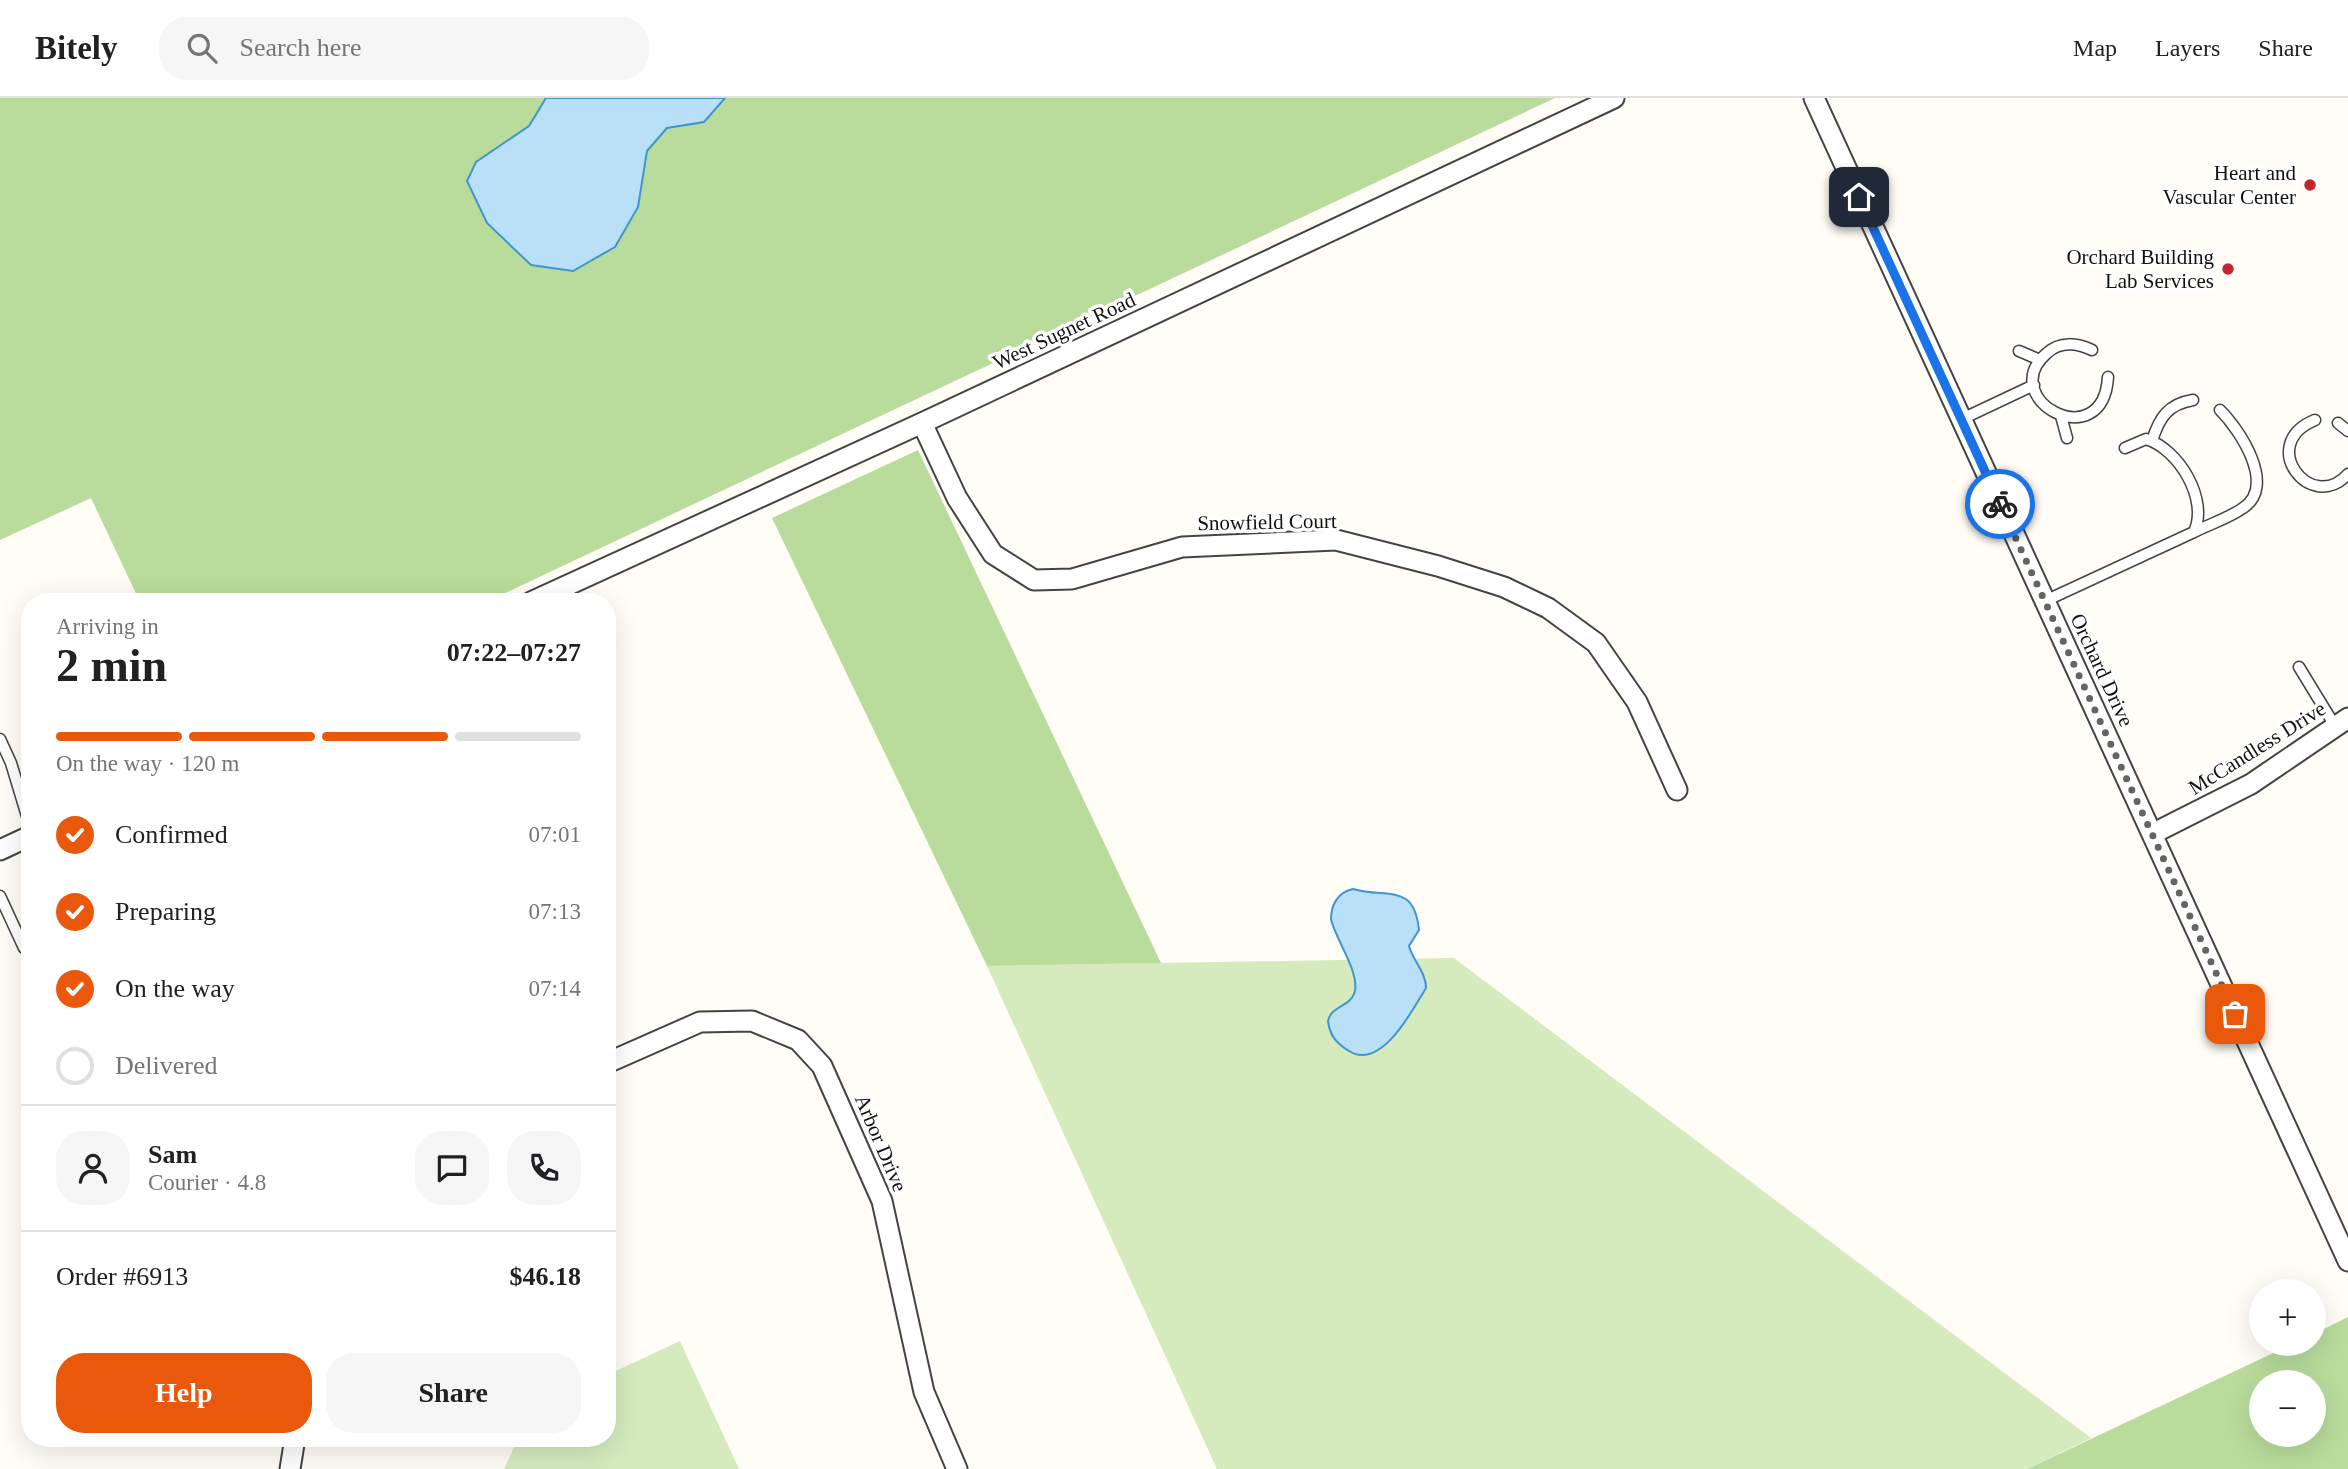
<!DOCTYPE html>
<html lang="en">
<head>
<meta charset="utf-8">
<style>
	:root { --surface:#fff; --page:#f6f6f6; --text:#202124; --muted:#757577; --line:#e0e0e0; --accent:#ea580c }
	body { margin:0; font-family:"Times New Roman",serif; background:var(--page); color:var(--text); height:100vh; display:flex; flex-direction:column; font-size:26px; white-space:nowrap }
	* { box-sizing:border-box; margin:0 }
	p { font-size:23px; color:var(--muted) }
	.icon { flex:none; width:38px; height:38px; fill:none; stroke:currentColor; stroke-width:2; stroke-linecap:round; stroke-linejoin:round }
	.map { position:relative; flex:1; overflow:hidden }
	.drawer { position:absolute; left:21px; top:495px; width:595px; height:854px; display:flex; flex-direction:column; background:var(--surface); border-radius:28px; box-shadow:0 7px 28px #0002 }
	.drawer>* { flex:none }
	.buttons { position:absolute; left:2249px; top:1181px; display:grid; gap:14px }
	.buttons a { display:grid; place-items:center; width:77px; height:77px; border-radius:50%; background:var(--surface); box-shadow:0 7px 28px #0002; font-size:35px }
	.pin { position:absolute; display:grid; place-items:center; width:60px; height:60px; color:#fff; margin:-30px; border-radius:14px; box-shadow:0 4px 10px #0006 }
	.courier { position:absolute; display:grid; place-items:center; width:70px; height:70px; margin:-35px; border:5px solid #1a73e8; border-radius:50%; background:#fff; color:#222; box-shadow:0 2px 9px #0007 }
	.head em { font-style:normal; font-weight:700 }
	.head div { display:flex; flex-direction:column-reverse }
	.head { display:flex; align-items:center; justify-content:space-between; height:119px; padding:0 35px }
	h1 { font-size:46px; font-weight:700; line-height:52px }
	.bar { display:grid; grid-template-columns:repeat(4,1fr); gap:10px 7px; align-content:center; height:84px; padding:0 35px }
	.bar i { height:9px; border-radius:5px; background:var(--line) }
	.bar .active { background:var(--accent) }
	.bar p { grid-column:span 4 }
	.line { display:flex; align-items:center; gap:18px; padding:0 35px; border-top:2px solid var(--line) }
	.line div { flex:1 }
	.round { display:grid; place-items:center; flex:none; width:74px; height:74px; border-radius:28px; background:var(--page) }
	ol { padding:0 35px; list-style:none }
	li { display:flex; align-items:center; gap:21px; height:77px }
	li p { margin-inline-start:auto }
	li .icon { padding:7px; border-radius:50%; background:var(--accent); color:#fff; stroke-width:4 }
	li:last-child { color:var(--muted) }
	li i { width:38px; height:38px; border:4px solid var(--line); border-radius:50% }
	.action { display:flex; gap:14px; margin-top:auto; padding:14px 35px }
	.action a { flex:1; height:80px; border-radius:28px; background:var(--accent); color:#fff; font-size:28px; font-weight:700; line-height:80px; text-align:center }
	.action a+a { background:var(--page); color:var(--text) }
	header { display:flex; align-items:center; gap:42px; box-sizing:border-box; height:98px; padding:0 35px; background:var(--surface); border-bottom:2px solid var(--line) }
	header strong { font-size:33px }
	nav { display:flex; gap:38px; margin-inline-start:auto; font-size:24px }
	.search { width:490px; height:63px; background:var(--page); display:flex; align-items:center; gap:18px; box-sizing:border-box; padding:0 24px; border-radius:28px; color:var(--muted); font-size:26px }
	.map>svg:first-child { display:block }
	.green { fill:#d5ebbd }
	.forest { fill:#b9dc9c; fill-rule:evenodd }
	.water { fill:#b9e0f7; stroke:#3f96cf; stroke-width:2 }
	.lines { fill:none; stroke-linecap:round; stroke-linejoin:round }
	.lane-casing { stroke:#444; stroke-width:13 }
	.street-casing { stroke:#444; stroke-width:23 }
	.lane { stroke:#fff; stroke-width:10 }
	.street { stroke:#fff; stroke-width:19 }
	.done { stroke:#646461; stroke-width:7; stroke-dasharray:0 12.6 }
	.route { stroke:#1a73e8; stroke-width:9 }
	.poi-dot { fill:#c4262e; stroke:#fff; stroke-width:2.5 }
	.labels { text-anchor:middle; stroke-width:7; stroke-linejoin:round; paint-order:stroke }
	.poi-label { font-size:21px; fill:#111; stroke:#fff; text-anchor:end }
	.street-label { font-size:21px; fill:#111; stroke:#fff }
</style>
</head>
<body>
<header>
<strong>Bitely</strong>
<div class="search"><svg class="icon" aria-label="search" viewBox="0 0 24 24"><circle cx="10" cy="10" r="6"/><path d="M15 15l6 6"/></svg>Search here</div>
<nav><a>Map</a><a>Layers</a><a>Share</a></nav>
</header>
<div class="map">
<svg width="2348" height="1371" viewBox="0 0 2348 1371">
	<rect width="100%" height="100%" fill="#fffdf5"/>
	<path class="green" d="M1454 860 2091 1340 2027 1371H1217L987 868Z
		M680 1243 739 1371H504L518 1341 607 1340V1277Z"/>
	<path class="forest" d="M0 0H1555L486 504H140L91 400 0 442Z
		M918 352 1161 865 987 868 772 420Z
		M2348 1219V1371H2027L2292 1246H2314V1236ZM2314 1284V1337H2261V1284Z"/>
	<path class="water" d="M546 0H725L704 24 667 30 647 53 638 109 615 149 573 173 531 167 487 125 467 83 476 64 529 28Z
		M1353 791C1388 801 1414 784 1419 832L1409 848C1413 863 1426 874 1426 890 1412 913 1381 973 1349 953 1336 945 1330 938 1328 923 1331 908 1349 909 1354 896 1362 877 1335 841 1331 821 1331 807 1338 794 1353 791Z"/>
	<g class="lines">
		<g class="lane-casing">
			<path id="lane" d="M2092 252C2077 245 2060 243 2047 255 1994 301 2103 360 2108 279
				M2019 253 2040 262
				M2061 318 2067 340
				M1962 321 2034 287
				M2315 322C2256 346 2311 417 2348 376
				M2338 325 2348 333
				M2152 343C2159 320 2168 306 2193 302
				M2194 434C2210 426 2229 420 2243 410 2277 388 2240 332 2220 312
				M2045 503 2194 434C2209 402 2179 351 2146 341L2125 350
				M2299 569 2335 628
				M0 641 11 665 30 728
				M0 798 24 850"/>
		</g>
		<g class="street-casing">
			<path id="street" d="M1814 0 2348 1163
				M922 325 957 400 993 456 1034 482 1072 481 1182 449 1336 442 1438 468 1504 489 1548 510 1596 545 1637 604 1677 692
				M531 504 922 325 1614 0
				M2152 736 2251 686 2348 620
				M0 752 30 738
				M607 965 700 924 752 923 798 942 822 968 882 1103 924 1294 957 1371
				M290 1371 295 1340"/>
		</g>
		<use href="#lane" class="lane"/>
		<use href="#street" class="street"/>
	</g>
	<g class="lines">
		<path class="done" d="M2000 406 2235 916"/>
		<path class="route" d="M1859 99 2000 406"/>
	</g>
	<g class="poi-dot">
		<circle cx="2310" cy="87" r="7"/>
		<circle cx="2228" cy="171" r="7"/>
	</g>
	<g class="labels">
		<g class="poi-label">
			<text x="2296" y="82">Heart and<tspan x="2296" dy="24">Vascular Center</tspan></text>
			<text x="2214" y="166">Orchard Building<tspan x="2214" dy="24">Lab Services</tspan></text>
		</g>
		<g class="street-label">
			<text transform="translate(1064 233) rotate(-25)" y="7">West Sugnet Road</text>
			<text transform="translate(1267 424) rotate(-1)" y="7">Snowfield Court</text>
			<text transform="translate(2102 572) rotate(65)" y="7">Orchard Drive</text>
			<text transform="translate(2257 650) rotate(-32)" y="7">McCandless Drive</text>
			<text transform="translate(881 1045) rotate(67)" y="7">Arbor Drive</text>
		</g>
	</g>
</svg>
<div class="buttons">
<a>+</a>
<a>−</a>
</div>
<div class="pin" style="left:2235px;top:916px;background:#ea580c"><svg class="icon" aria-label="bag" viewBox="0 0 24 24"><path d="M5 8h14l-1 12H6zM9 8a3 3 0 0 1 6 0"/></svg></div>
<div class="pin" style="left:1859px;top:99px;background:#1f2937"><svg class="icon" aria-label="home" viewBox="0 0 24 24"><path d="M3 11l9-7 9 7M6 9v11h12V9"/></svg></div>
<div class="courier" style="left:2000px;top:406px"><svg class="icon" aria-label="bike" viewBox="0 0 24 24"><circle cx="6" cy="16" r="4"/><circle cx="18" cy="16" r="4"/><path d="M6 16l4-8h5l3 8M10 8l3 8H6M13 5h3"/></svg></div>
<section class="drawer">
<div class="head"><div><h1>2 min</h1><p>Arriving in</p></div><em>07:22–07:27</em></div>
<div class="bar"><i class="active"></i><i class="active"></i><i class="active"></i><i></i><p>On the way · 120 m</p></div>
<ol>
<li><svg class="icon" aria-label="check" viewBox="0 0 24 24"><path d="M5 12l5 5 9-10"/></svg>Confirmed<p>07:01</p></li>
<li><svg class="icon" aria-label="check" viewBox="0 0 24 24"><path d="M5 12l5 5 9-10"/></svg>Preparing<p>07:13</p></li>
<li><svg class="icon" aria-label="check" viewBox="0 0 24 24"><path d="M5 12l5 5 9-10"/></svg>On the way<p>07:14</p></li>
<li><i></i>Delivered</li>
</ol>
<div class="line" style="height:126px"><a class="round"><svg class="icon" aria-label="person" viewBox="0 0 24 24"><circle cx="12" cy="8" r="4"/><path d="M4 21q1-7 8-7t8 7"/></svg></a><div><b>Sam</b><p>Courier · 4.8</p></div><a class="round"><svg class="icon" aria-label="chat" viewBox="0 0 24 24"><path d="M4 5h16v11H9l-5 4z"/></svg></a><a class="round"><svg class="icon" aria-label="phone" viewBox="0 0 24 24"><path d="M5 4h4l2 5-3 2q2 4 5 5l2-3 5 2v4C11 20 4 13 5 4z"/></svg></a></div>
<div class="line" style="height:91px"><div>Order #6913</div><b>$46.18</b></div>
<div class="action"><a>Help</a><a>Share</a></div>
</section>
</div>
</body>
</html>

+-------+

_What you should do_
Filter the data for the string "href" and copy every line that has it.

_Exercise output_
		<use href="#lane" class="lane"/>
		<use href="#street" class="street"/>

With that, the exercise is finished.